The maintenance man entered, stage right.  He said, “Well, once the machine starts, nothing can be reversed and you certainly can’t open it.”  Dejected, I reached down on the pulled the door and it opened!!  OMG.  So, all three of us powwowed about the best plan of attack and it was decided that certainly the machine must have timed out (unbeknownst to the maint. man that this machine could do it) and, therefore, it could restarted and new cycle could be selected.  So, he plugged it in and it continued the old cycle.  OMG.  It could not be dissuaded from it’s program.  No way.  No how.  With speed and gusto, I pulled the plug from the wall.  We conferred.  I decided to call the number on the machine which I did and the woman on the phone stated that once started, the machine could not be stopped and opened.  At this point, it was my obligation to inform her that, yes, they could.  She had no answers or any further information but she suggested that maybe, maybe, it would reset itself in 20 minutes.  So, I decided I would wait 20 minutes.

While waiting the 20 minutes, a lady from the RV resort who cleans the bathrooms, laundry room etc., came in.  She couldn’t believe the machine opened when unplugged.  “But, don’t worry,  Most things shrink in the dryer.”   Then the maintenance man came after she left.  It was a venerable conference we were having there, in that laundry room.   And nobody had ever had this happen before.  Not me.  Not the maintenance man, not the woman.  Who knew?

But I digress.

So, my backup plan was to just let the machine have it’s way with my clothes.  It was holding that laundry hostage and was not going to release it until it “did it’s thing”.   But while I was still waiting, I decided to unplug it one more time (since 20 had elapsed) and give it one more chance.  So.  I waited.  And waited.  While waiting, Rayman vacuumed TDH, when to the dry cleaners to pick up my pants that I had soiled while sitting on pine-pitch ladened tree stumps and benches.  He returned.  And I was still there.

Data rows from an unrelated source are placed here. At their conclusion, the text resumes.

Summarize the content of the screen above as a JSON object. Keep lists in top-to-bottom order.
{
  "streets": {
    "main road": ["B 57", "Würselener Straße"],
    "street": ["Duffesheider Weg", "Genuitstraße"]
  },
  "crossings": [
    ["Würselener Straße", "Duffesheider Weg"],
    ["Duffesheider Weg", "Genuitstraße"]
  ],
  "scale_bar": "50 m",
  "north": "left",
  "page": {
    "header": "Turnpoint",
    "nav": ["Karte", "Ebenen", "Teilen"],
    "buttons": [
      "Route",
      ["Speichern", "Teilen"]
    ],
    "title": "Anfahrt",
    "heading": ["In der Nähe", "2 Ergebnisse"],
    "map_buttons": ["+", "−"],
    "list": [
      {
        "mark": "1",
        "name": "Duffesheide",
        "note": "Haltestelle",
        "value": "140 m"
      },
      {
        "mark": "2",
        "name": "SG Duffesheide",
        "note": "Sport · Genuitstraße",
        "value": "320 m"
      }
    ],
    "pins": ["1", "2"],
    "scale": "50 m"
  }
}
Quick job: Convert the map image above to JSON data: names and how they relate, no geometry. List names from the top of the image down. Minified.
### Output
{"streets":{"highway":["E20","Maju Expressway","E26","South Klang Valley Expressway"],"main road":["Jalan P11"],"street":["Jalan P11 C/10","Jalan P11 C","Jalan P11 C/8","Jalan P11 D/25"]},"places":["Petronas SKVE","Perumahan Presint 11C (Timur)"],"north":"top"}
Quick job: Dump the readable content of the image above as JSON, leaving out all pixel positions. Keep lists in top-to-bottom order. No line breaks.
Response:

Finally.  I succumbed to the problem of my own making.  I let the washer have it’s way with me.  I turned on the hot water, plugged the machine back in and retreated to TDH to wait and see what damage all that hot water would do to my clothes.

p.s.  the maintenance man managed to point out to me on two occasions that the directions were posted on the top of the machine (insinuating that I had not looked).  Well, I looked.  Just didn’t see it.  A flair for the obvious that man.  And the “I can’t believe I’m that stupid” award for me.  I did suggest that the machine was a terribly designed machine.  It could not be stopped, it could not be changed.  And once stopped, it would not allow for any deviation.  A man must have his imprimatur all over that design.  No woman in her right mind would design or buy, for that matter, a machine so wanting in attributes.  Just sayin’.

OH, well.  Tomorrow morning the maintenance man promised that there would be more hot air balloons floating by.  They do it every year on this particular weekend.  I plan to observe it all in my clean, hanger dried t-shirt that didn’t shrink!!!